Very rapidly, face shuttered, he turns to the stove. The good old coke stove that he riddles night and morning. He bends down, picks up the forked-end tool and unhooks the plate. Inside, the coke burns sleepy red. He weighs the cartridge in his palm, then quickly drops it into the fire and replaces the plate. He hesitates again, and then takes the file from the briefcase and opens it. Very quickly, he flicks through its pages and then back to the first page, where three names are typed. By each name there is space for a set of initials. None of the names is Giles. The last of the three names is Julian Clowde’s, and his initials show that he has read and returned the file. But he hadn’t returned it. The file is in Giles’s possession.
There could be any number of perfectly good reasons for that.
Simon takes the file between his hands, and attempts to tear it, but cannot. He glances at the door, then pushes the file back into the briefcase, takes it into the hall and shoves it to the back of the coats in the hall cupboard, behind the row of wellington boots.
That won’t do. He pulls out the briefcase and rearranges the wellingtons. He’ll take the case to a left-luggage office. He should have thought of that before. Much better than having it at home. He can leave the case in left luggage until he’s decided what to do with it.
His heart is beating fast, as if he’s run a race with Paul. He can still run faster than his son. ‘That’s torn it,’ he says aloud as thick, noisy heartbeats push their way up into his throat. Already, he know
s that he won’t be handing the file to Brenda.

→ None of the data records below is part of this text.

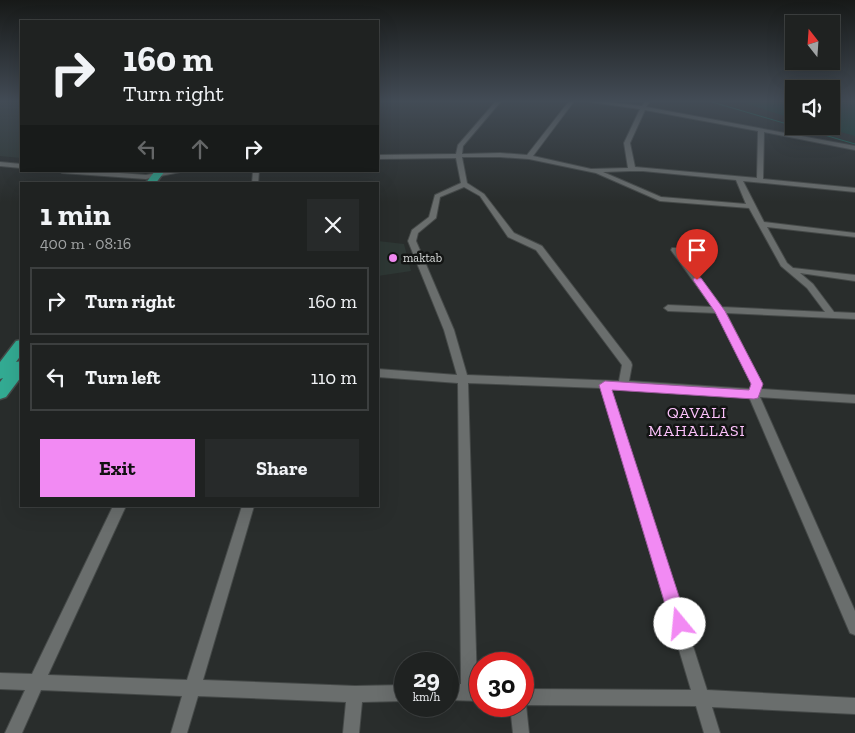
<!DOCTYPE html>
<html lang="en">
<head>
<meta charset="utf-8">
<style>
	:root { --surface:#1f2221; --page:#272a2a; --text:#f1f3f6; --muted:#a1a4a5; --line:#3c3f3f; --accent:#f28af3 }
	body { margin:0; font-family:"Zilla Slab",serif; background:var(--page); color:var(--text); height:100vh; display:flex; flex-direction:column; font-size:19px; white-space:nowrap }
	* { box-sizing:border-box; margin:0 }
	p { font-size:16px; color:var(--muted) }
	.icon { flex:none; width:28px; height:28px; fill:none; stroke:currentColor; stroke-width:2; stroke-linecap:round; stroke-linejoin:round }
	.map { position:relative; flex:1; overflow:hidden }
	.sheet { position:absolute; left:20px; top:182px; width:359px; height:325px; display:flex; flex-direction:column; background:var(--surface); border-radius:0px; box-shadow:0 5px 20px #0002,0 0 0 1px var(--line) }
	.sheet>* { flex:none }
	.hud { position:absolute; left:20px; top:20px; width:359px; height:152px; border-radius:0px; box-shadow:0 5px 20px #0002,0 0 0 1px var(--line); background:#1f2221; color:var(--text); overflow:hidden }
	.needle { width:32px; rotate:343deg }
	.controls { position:absolute; left:785px; top:15px; display:grid; gap:10px }
	.controls a { display:grid; place-items:center; width:55px; height:55px; border-radius:0px; background:var(--surface); box-shadow:0 5px 20px #0002,0 0 0 1px var(--line); font-size:25px }
	.speed { position:absolute; left:394px; top:652px; display:flex; gap:10px; font-size:25px; font-weight:700; text-align:center }
	.speed>* { display:grid; place-content:center; width:65px; height:65px; border-radius:50%; background:var(--surface); box-shadow:0 5px 20px #0002,0 0 0 1px var(--line); line-height:1 }
	.speed small { font-size:12px; font-weight:400 }
	.speed .limit { border:8px solid #d22; background:#fff; color:#111 }
	.pin { position:absolute; display:grid; place-items:center; width:42px; height:42px; color:#fff; margin:-51px -21px; border-radius:50% 50% 50% 0; rotate:-45deg; box-shadow:0 0 5px #0007 }
	.pin .icon { rotate:45deg }
	.me { position:absolute; width:55px; margin:-28px; rotate:343deg; stroke-linejoin:round; filter:drop-shadow(0 0 4px #0008) }
	.turn { display:flex; align-items:center; gap:18px; height:105px; padding:0 20px; font-size:22px }
	.turn .icon { width:65px; height:65px; stroke-width:2.5 }
	.turn b { display:block; font-size:35px; line-height:42px }
	.lanes { display:flex; align-items:center; height:48px; padding:0 20px; background:#0003; justify-content:center; gap:25px; direction:ltr }
	.lanes .off { opacity:.35 }
	.round { display:grid; place-items:center; flex:none; width:52px; height:52px; border-radius:0px; background:var(--page) }
	.summary { display:flex; align-items:center; justify-content:space-between; height:85px; padding:0 20px }
	h1 { font-size:30px; font-weight:700; line-height:38px }
	.action { display:flex; gap:10px; margin-top:auto; padding:10px 20px }
	.action a { flex:1; height:58px; border-radius:0px; background:var(--accent); color:#111; font-size:20px; font-weight:700; line-height:58px; text-align:center }
	.action a+a { background:var(--page); color:var(--text) }
	ul { padding:0; list-style:none }
	li { display:flex; align-items:center; gap:15px; height:68px; margin:0 10px 8px; padding:0 10px; border:2px solid var(--line); border-radius:0px }
	li div { flex:1 }
	li b { display:block; font-size:19px }
	li em { font-style:normal }
	.map>svg:first-child { display:block }
	.built { fill:#2e3835 }
	.green { fill:#143f36 }
	.lines { fill:none; stroke-linecap:round; stroke-linejoin:round }
	.stream { stroke:#15705f; stroke-width:1 }
	.street-casing { stroke:#454948; stroke-width:2 }
	.highway-casing { stroke:#454948; stroke-width:3 }
	.street { fill:#6a6e6d; fill-rule:evenodd }
	.highway { fill:#33ab93; fill-rule:evenodd }
	.route { fill:#f28af3; stroke:#9d5a9e }
	.poi-dot { fill:#f28af3; stroke:#131514; stroke-width:2 }
	.labels { text-anchor:middle; stroke-width:5; stroke-linejoin:round; paint-order:stroke }
	.far-poi-label { font-size:12px; fill:#dadddc; stroke:#131514; text-anchor:start }
	.neighbourhood-label { font-size:16px; letter-spacing:1px; fill:#fec3fd; stroke:#131514 }
</style>
</head>
<body>
<div class="map">
<svg width="855" height="733" viewBox="0 0 855 733">
	<rect width="100%" height="100%" fill="#292d2c"/>
	<path class="built" d="M0,100h21v58l-21,-2z
		M378,241l26,3 7,27 -33,5z"/>
	<path class="green" d="M735,100h59v19z
		M831,100h24v36l-35,-10h11z"/>
	<g class="lines">
		<path class="stream" d="M705,100l89,26
			M794,126l61,18"/>
		<g class="street-casing">
			<path id="street" d="M497,100h5l-39,46 -1,8 38,-1 27,2 43,-55h5l-42,56 58,13 37,-1 -4,-25 16,-34 -50,-7 -2,-2 54,6 5,-6h4l-5,7 209,39v4l-91,-18 -1,47 92,9v4l-112,-11 21,41 91,11v4l-88,-10 20,36 6,5 62,7v6l-55,-8 13,11 21,28 21,1v6l-129,-6 36,71 -1,5 94,6v8l-95,-6 95,214v24l-5,-2 -101,-236 -138,-8 96,301 148,8v16l-143,-7 8,26h-16l-8,-27 -170,-1 3,28h-16l-3,-27h12v-17l169,1 -90,-302 -133,-5 9,302h3v16l-32,-1v-16h13l-3,-301 -80,-6v-8l79,6 -13,-45 -36,-89 4,-11 17,-13 6,-22 26,-12 -5,-25 -78,1v-4l78,-1 2,-9zM645,110l113,21 -1,47 -122,-11 -5,-24zM462,157h38l29,2 67,14 64,28 89,7 32,58 26,22 18,24 -103,-5 -44,-59h-6l-1,2 41,57 -44,-2 -4,3 4,3 49,2 35,71 -1,5 -122,-8 3,-16 -1,-3 -89,-116 -28,-13 -30,-39 -17,-11zM630,171h13l93,9 10,24 -85,-7 -58,-25zM464,187l16,9 28,41 28,13 86,115 -3,16 -152,-6 -13,-45 -38,-89 2,-8 18,-15 4,-21z
				M0,162l21,2v4l-21,-2z
				M59,171h33l54,4 23,-4h16l-39,8 -84,-6z
				M253,171h6l-1,13h-6z
				M113,506h13l-78,169 139,5 55,-174h12l-51,174 152,6 50,-1v16l-43,1 -3,31h-16l3,-31 -148,-6 -11,37h-16l11,-37 -141,-6 -19,43h-17l20,-43 -25,-1v-16l32,1z"/>
		</g>
		<g class="highway-casing">
			<path id="highway" d="M155,171h10l-10,13h-10z
				M21,340v15l-5,7 5,-1v16l-15,20 -6,2v-17l3,-4 -3,1v-17l16,-21z"/>
		</g>
		<use href="#street" class="street"/>
		<use href="#highway" class="highway"/>
	</g>
	<linearGradient id="sky" x2="0" y2="1"><stop stop-color="#171918"/><stop offset="0.5" stop-color="#434c56"/><stop offset="1" stop-color="#434c56" stop-opacity="0"/></linearGradient>
	<rect width="855" height="202" fill="url(#sky)"/>
	<path class="route" d="M694,278h7l24,33 38,73 -5,14 -4,1 -142,-9 76,234 -2,6 -6,2 -6,-2 -3,-6 -72,-239 6,-4 144,9 2,-6 -36,-72 -22,-32z"/>
	<circle class="poi-dot" cx="393" cy="258" r="5"/>
	<g class="labels">
		<g class="far-poi-label">
			<text x="403" y="262">maktab</text>
		</g>
		<g class="neighbourhood-label">
			<text x="697" y="418">QAVALI<tspan x="697" dy="18">MAHALLASI</tspan></text>
		</g>
	</g>
</svg>
<div class="controls">
<a><svg class="needle" viewBox="-14 -14 28 28"><path d="M0-13l5 13h-10z" fill="#e53935"/><path d="M0 13l5-13h-10z" fill="#a1a4a5"/></svg></a>
<a><svg class="icon" aria-label="sound" viewBox="0 0 24 24"><path d="M4 9h4l5-4v14l-5-4H4zM17 9q2 3 0 6"/></svg></a>
</div>
<div class="speed"><div>29<small>km/h</small></div><div class="limit">30</div></div>
<div class="pin" style="left:697px;top:280px;background:#d93025"><svg class="icon" aria-label="arrive" viewBox="0 0 24 24"><path d="M6 21V4h12l-3 4 3 4H6"/></svg></div>
<svg class="me" style="left:680px;top:624px" viewBox="-20 -20 40 40"><circle r="19" fill="#fff"/><path d="M0-13L10 11 0 6-10 11z" fill="#f28af3"/></svg>
<div class="hud">
<div class="turn"><svg class="icon" aria-label="right" viewBox="0 0 24 24"><path d="M7 20v-9h11M14 6l5 5-5 5"/></svg><div><b>160 m</b>Turn right</div></div>
<div class="lanes"><svg class="icon off" aria-label="left" viewBox="0 0 24 24"><path d="M17 20v-9H6M10 6l-5 5 5 5"/></svg><svg class="icon off" aria-label="ahead" viewBox="0 0 24 24"><path d="M12 20V5M6 11l6-6 6 6"/></svg><svg class="icon" aria-label="right" viewBox="0 0 24 24"><path d="M7 20v-9h11M14 6l5 5-5 5"/></svg></div>
</div>
<section class="sheet">
<div class="summary"><div><h1>1 min</h1><p>400 m · 08:16</p></div><a class="round"><svg class="icon" aria-label="close" viewBox="0 0 24 24"><path d="M6 6l12 12M18 6L6 18"/></svg></a></div>
<ul>
<li><svg class="icon" aria-label="right" viewBox="0 0 24 24"><path d="M7 20v-9h11M14 6l5 5-5 5"/></svg><div><b>Turn right</b></div><em>160 m</em></li>
<li><svg class="icon" aria-label="left" viewBox="0 0 24 24"><path d="M17 20v-9H6M10 6l-5 5 5 5"/></svg><div><b>Turn left</b></div><em>110 m</em></li>
</ul>
<div class="action"><a>Exit</a><a>Share</a></div>
</section>
</div>
</body>
</html>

He must think. Giles will be in hospital for several days at least. How soon will the file be missed? Clowde’s on leave, but … As for the cartridge … No, he’s not going to think about that now. And why hasn’t he burned the file? Deep in himself, shamefully, he knows that he needs it. It is evidence.
He’s in a state, as Lily would say to the children. He glances up at the clock. Ten to twelve. Only a few hours since Giles rang. None of it has taken long at all, but it seems to Simon as if his whole life is rushing away from him like a train disappearing down the line. But of course that’s nonsense. Here he is, in his own house, with Lily and the children asleep upstairs. Husband and father, breadwinner. Those words are true and safe but at the same time they don’t sound real. He sees himself: a tiny figure set down in a life he doesn’t really understand, like one of the models who wait for the trains on the platform of Paul’s railway set.
Simon Callington. Look where he is now. All this has come about through his own fault, through not seeing what he ought to have seen, not asking the questions he ought to have asked, refusing to recognise what was right in front of him. That Giles, his old friend Giles – But now, at ten to midnight, with the cartridge melting to nothing in the stove, he might as well call a spade a spade. Giles has been batting for the other side in more ways than one. There may be a good reason for taking such a highly restricted file out of the office, but try as he may, he can’t find one that explains away the film cartridge. How could he, knowing Giles so well, knowing him for so long, have failed to see what was going on?